**The problem:**
Return every line in the entries below where the word "width" shows up.

*** Begin section ***

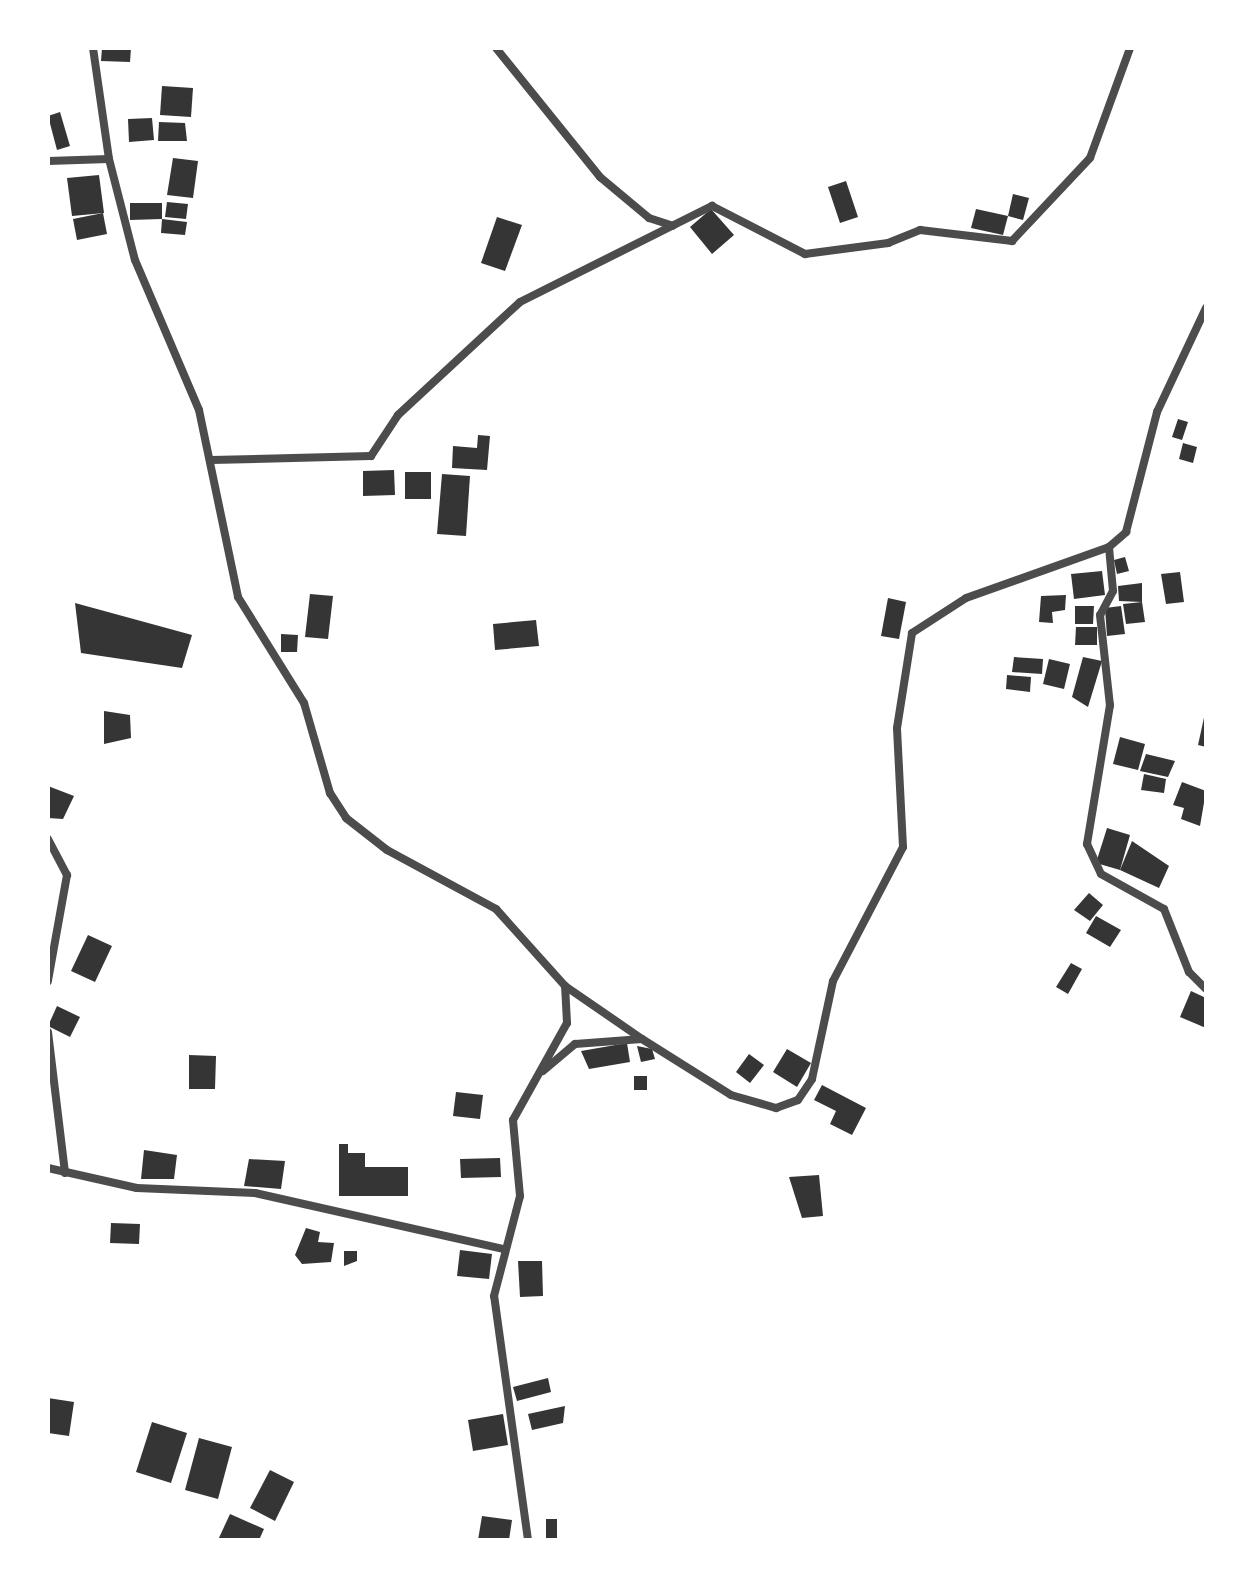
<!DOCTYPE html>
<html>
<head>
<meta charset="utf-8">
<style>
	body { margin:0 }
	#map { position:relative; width:1254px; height:1588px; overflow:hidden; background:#fff; font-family:"Libre Baskerville",serif }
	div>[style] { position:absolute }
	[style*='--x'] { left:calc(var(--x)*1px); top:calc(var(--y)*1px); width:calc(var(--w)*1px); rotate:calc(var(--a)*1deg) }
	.building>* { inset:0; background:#353535 }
	.minor>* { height:8px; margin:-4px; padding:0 4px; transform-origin:4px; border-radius:4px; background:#4c4c4c }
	span { translate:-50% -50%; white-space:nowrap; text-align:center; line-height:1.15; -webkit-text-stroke:6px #fff; paint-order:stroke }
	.frame { position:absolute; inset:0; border:50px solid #fff; pointer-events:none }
</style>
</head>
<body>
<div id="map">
	<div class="building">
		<i style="clip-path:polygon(102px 48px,131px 48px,130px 62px,101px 61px)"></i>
		<i style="clip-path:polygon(162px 86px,193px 88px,191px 117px,160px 115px)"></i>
		<i style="clip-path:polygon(60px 112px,70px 146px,57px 150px,48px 116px)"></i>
		<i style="clip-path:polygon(152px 118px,154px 140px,129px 142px,128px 119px)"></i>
		<i style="clip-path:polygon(159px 122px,185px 123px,187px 141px,158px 141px)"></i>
		<i style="clip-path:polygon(173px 158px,198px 161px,193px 198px,167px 195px)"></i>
		<i style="clip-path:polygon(99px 175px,104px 213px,72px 216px,67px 178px)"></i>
		<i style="clip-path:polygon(846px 181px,858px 217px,840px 223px,828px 187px)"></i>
		<i style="clip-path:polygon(1013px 194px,1029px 198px,1023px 220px,1008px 216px)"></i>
		<i style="clip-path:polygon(167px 202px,188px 204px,186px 219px,165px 217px)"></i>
		<i style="clip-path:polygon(130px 203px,162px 203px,162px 219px,130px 220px)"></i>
		<i style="clip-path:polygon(711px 209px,734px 235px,712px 254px,690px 227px)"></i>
		<i style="clip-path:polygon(976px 209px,1008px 216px,1003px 235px,971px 228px)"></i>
		<i style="clip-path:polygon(103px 213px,107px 234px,77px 240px,73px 219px)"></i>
		<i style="clip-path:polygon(497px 217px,522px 225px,505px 271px,481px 263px)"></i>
		<i style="clip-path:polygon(162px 219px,187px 222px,185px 235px,161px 233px)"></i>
		<i style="clip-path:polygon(1178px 419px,1188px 422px,1182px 440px,1172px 437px)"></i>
		<i style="clip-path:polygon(478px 435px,490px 436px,487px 470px,452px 468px,453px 446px,477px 448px)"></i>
		<i style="clip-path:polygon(1183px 443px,1197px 447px,1193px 463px,1179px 459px)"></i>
		<i style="clip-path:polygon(394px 470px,395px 495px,363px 496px,363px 471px)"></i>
		<i style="clip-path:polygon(405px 472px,431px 472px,431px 499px,405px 499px)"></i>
		<i style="clip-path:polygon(442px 474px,470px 476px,466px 536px,437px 534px)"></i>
		<i style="clip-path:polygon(1125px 557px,1129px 571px,1117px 574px,1114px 560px)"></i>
		<i style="clip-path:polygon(1102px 571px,1105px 595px,1074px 599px,1071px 574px)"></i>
		<i style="clip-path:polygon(1180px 572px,1184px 602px,1166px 604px,1161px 574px)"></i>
		<i style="clip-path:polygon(1142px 583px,1142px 602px,1119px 601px,1118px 586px)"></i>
		<i style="clip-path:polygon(310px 594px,333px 596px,328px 639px,305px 637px)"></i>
		<i style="clip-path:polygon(1066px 595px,1065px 610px,1052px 612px,1053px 623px,1039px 622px,1041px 596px)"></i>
		<i style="clip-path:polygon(888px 598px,906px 602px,899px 639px,881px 636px)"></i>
		<i style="clip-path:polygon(1142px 602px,1145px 622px,1126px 624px,1123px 604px)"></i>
		<i style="clip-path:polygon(75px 603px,192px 635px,182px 668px,81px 653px)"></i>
		<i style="clip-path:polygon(1075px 606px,1094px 606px,1093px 624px,1075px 624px)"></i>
		<i style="clip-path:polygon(1121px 606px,1125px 634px,1107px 636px,1105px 608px)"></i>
		<i style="clip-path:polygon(536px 620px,539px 646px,495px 650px,493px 624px)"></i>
		<i style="clip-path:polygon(1076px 627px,1097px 627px,1097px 645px,1075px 645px)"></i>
		<i style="clip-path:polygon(281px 634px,298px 635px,297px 652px,281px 652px)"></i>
		<i style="clip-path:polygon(1014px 657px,1043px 659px,1042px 674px,1012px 672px)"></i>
		<i style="clip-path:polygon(1083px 657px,1102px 661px,1088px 707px,1072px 697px)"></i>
		<i style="clip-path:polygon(1049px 659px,1070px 664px,1064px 689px,1043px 684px)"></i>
		<i style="clip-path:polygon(1007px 675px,1031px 677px,1030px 692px,1006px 689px)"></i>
		<i style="clip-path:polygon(104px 711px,130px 715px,131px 738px,104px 744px)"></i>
		<i style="clip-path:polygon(1205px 713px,1206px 713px,1206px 747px,1198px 745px)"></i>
		<i style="clip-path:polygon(1120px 737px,1145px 744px,1138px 770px,1113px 764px)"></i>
		<i style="clip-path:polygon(1146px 754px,1175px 761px,1168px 777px,1140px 771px)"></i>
		<i style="clip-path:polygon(1144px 774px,1166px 779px,1164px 793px,1141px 790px)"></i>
		<i style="clip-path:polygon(1182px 782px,1206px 791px,1200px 826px,1181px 819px,1184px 808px,1173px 805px)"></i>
		<i style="clip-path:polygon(48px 786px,74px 796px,63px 819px,48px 818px)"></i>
		<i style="clip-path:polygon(1107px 828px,1130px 835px,1120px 870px,1096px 863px)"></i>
		<i style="clip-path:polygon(1132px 841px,1169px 866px,1159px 888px,1120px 870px)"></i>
		<i style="clip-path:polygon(1089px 893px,1103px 905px,1090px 921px,1074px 910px)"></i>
		<i style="clip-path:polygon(1096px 916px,1121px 930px,1110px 947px,1086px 933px)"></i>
		<i style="clip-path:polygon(88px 935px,112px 946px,95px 982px,71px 971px)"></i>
		<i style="clip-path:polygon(1071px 963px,1082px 969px,1068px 994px,1056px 987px)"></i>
		<i style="clip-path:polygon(1191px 991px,1206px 998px,1206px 1028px,1180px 1017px)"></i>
		<i style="clip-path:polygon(57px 1006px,80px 1017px,70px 1037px,48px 1026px)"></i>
		<i style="clip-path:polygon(627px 1043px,630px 1062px,589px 1069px,581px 1051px)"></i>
		<i style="clip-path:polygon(637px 1046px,652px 1049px,655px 1059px,641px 1062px)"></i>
		<i style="clip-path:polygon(787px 1049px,811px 1063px,797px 1087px,773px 1072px)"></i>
		<i style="clip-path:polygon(749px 1054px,764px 1065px,750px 1083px,736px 1072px)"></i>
		<i style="clip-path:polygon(189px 1055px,216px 1056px,215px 1089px,189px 1089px)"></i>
		<i style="clip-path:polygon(634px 1076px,647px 1076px,647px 1090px,634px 1090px)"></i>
		<i style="clip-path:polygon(822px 1085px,866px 1108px,852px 1135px,830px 1124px,836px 1111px,814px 1100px)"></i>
		<i style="clip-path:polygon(456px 1092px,483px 1095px,480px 1119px,453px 1116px)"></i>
		<i style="clip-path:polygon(339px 1144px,348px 1144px,348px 1153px,365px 1153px,365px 1167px,408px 1167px,408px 1196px,339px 1196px)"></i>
		<i style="clip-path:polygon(144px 1150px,177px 1155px,174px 1179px,141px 1179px)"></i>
		<i style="clip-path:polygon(500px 1158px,501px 1177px,461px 1178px,460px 1159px)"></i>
		<i style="clip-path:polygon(249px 1159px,285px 1161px,281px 1189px,244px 1186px)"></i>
		<i style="clip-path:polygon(819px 1175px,823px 1216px,802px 1218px,789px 1177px)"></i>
		<i style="clip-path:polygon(111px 1223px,140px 1224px,139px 1244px,110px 1243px)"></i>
		<i style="clip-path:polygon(306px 1228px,320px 1232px,318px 1242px,334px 1243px,331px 1262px,302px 1264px,295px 1255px)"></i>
		<i style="clip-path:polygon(460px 1250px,492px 1254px,489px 1279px,457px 1276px)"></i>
		<i style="clip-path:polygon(344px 1251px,357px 1251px,357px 1261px,344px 1266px)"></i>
		<i style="clip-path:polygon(518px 1261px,542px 1261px,543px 1296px,520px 1297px)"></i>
		<i style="clip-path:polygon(548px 1378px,551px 1392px,517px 1401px,513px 1387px)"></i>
		<i style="clip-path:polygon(48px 1398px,74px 1402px,69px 1436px,48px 1433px)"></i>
		<i style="clip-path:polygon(565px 1406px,563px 1423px,532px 1430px,528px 1414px)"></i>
		<i style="clip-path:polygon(503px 1414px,508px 1445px,473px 1451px,468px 1420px)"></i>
		<i style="clip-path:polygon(152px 1422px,187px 1433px,171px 1483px,136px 1472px)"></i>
		<i style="clip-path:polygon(199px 1438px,232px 1447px,218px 1499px,185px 1490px)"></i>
		<i style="clip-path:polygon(270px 1470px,294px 1482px,275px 1521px,250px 1508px)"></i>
		<i style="clip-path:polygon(230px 1514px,264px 1529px,259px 1540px,218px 1540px)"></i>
		<i style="clip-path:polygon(482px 1516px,512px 1520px,509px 1540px,478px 1540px)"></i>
		<i style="clip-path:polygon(546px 1519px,557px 1519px,557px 1540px,546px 1540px)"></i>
	</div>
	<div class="minor">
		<i style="--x:93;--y:48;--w:112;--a:81.8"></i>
		<i style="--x:109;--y:159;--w:104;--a:75.6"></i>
		<i style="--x:135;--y:260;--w:163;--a:66.9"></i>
		<i style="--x:199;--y:410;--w:191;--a:78.2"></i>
		<i style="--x:238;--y:597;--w:125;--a:58.1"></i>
		<i style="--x:304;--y:703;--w:94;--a:73.9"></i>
		<i style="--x:330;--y:793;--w:30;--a:57"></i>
		<i style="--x:346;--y:818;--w:52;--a:38"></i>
		<i style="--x:387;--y:850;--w:124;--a:28.4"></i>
		<i style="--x:496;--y:909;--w:103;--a:48.1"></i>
		<i style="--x:565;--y:986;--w:93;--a:34.5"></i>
		<i style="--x:642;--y:1039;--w:105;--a:32.2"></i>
		<i style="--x:731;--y:1095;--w:47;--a:16.1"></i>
		<i style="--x:776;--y:1108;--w:23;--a:-20"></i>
		<i style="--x:798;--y:1100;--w:25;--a:-56"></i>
		<i style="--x:812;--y:1079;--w:100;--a:-77.9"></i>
		<i style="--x:833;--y:981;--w:151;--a:-62.4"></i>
		<i style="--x:903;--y:847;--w:119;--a:-92.9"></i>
		<i style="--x:897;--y:728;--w:96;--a:-81"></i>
		<i style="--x:912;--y:633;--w:64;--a:-32.9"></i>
		<i style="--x:966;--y:598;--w:152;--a:-19.6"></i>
		<i style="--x:1109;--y:547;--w:23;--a:-41"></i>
		<i style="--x:1126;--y:532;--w:124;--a:-75.5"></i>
		<i style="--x:1157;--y:412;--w:115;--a:-64.8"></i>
		<i style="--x:496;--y:48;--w:166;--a:51.1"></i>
		<i style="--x:600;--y:177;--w:64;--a:39.9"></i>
		<i style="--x:649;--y:218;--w:25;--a:18"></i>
		<i style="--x:48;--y:161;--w:61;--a:-1.9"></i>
		<i style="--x:211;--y:460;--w:160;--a:-1.4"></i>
		<i style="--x:371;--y:456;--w:49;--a:-56.6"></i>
		<i style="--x:398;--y:415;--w:166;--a:-42.8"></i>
		<i style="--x:520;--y:302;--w:215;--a:-26.6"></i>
		<i style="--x:712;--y:206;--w:105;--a:27.3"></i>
		<i style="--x:805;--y:254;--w:84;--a:-7.5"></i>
		<i style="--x:888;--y:243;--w:35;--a:-22"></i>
		<i style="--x:920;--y:230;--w:93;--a:6.8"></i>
		<i style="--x:1012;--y:241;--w:114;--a:-46.8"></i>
		<i style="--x:1090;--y:158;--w:117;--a:-70"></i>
		<i style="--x:1109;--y:547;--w:44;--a:84.8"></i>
		<i style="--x:1113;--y:591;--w:27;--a:118"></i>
		<i style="--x:1100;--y:615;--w:91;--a:83.7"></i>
		<i style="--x:1110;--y:705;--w:141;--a:99.4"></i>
		<i style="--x:1087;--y:844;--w:33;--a:65"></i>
		<i style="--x:1101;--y:874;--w:72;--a:29.1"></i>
		<i style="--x:1164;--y:909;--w:68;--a:68.4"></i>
		<i style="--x:1189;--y:972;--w:24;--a:45"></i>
		<i style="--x:48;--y:839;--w:41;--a:62.2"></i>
		<i style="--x:67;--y:875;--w:108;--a:100.2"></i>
		<i style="--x:48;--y:1032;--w:142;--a:83.1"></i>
		<i style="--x:543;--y:1071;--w:42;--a:-40.2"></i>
		<i style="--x:575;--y:1044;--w:67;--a:-4.3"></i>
		<i style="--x:48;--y:1168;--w:91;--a:12.7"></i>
		<i style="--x:137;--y:1188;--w:118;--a:2.4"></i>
		<i style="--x:255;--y:1193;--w:254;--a:12.7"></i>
		<i style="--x:528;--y:1540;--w:246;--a:-97.9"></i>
		<i style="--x:494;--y:1296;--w:103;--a:-75.4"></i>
		<i style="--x:520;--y:1196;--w:76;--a:-95.3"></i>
		<i style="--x:513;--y:1120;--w:111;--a:-60.9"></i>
		<i style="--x:567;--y:1023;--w:37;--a:-93"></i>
	</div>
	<div class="frame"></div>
</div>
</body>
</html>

*** End section ***

**Task solution:**
	#map { position:relative; width:1254px; height:1588px; overflow:hidden; background:#fff; font-family:"Libre Baskerville",serif }
	[style*='--x'] { left:calc(var(--x)*1px); top:calc(var(--y)*1px); width:calc(var(--w)*1px); rotate:calc(var(--a)*1deg) }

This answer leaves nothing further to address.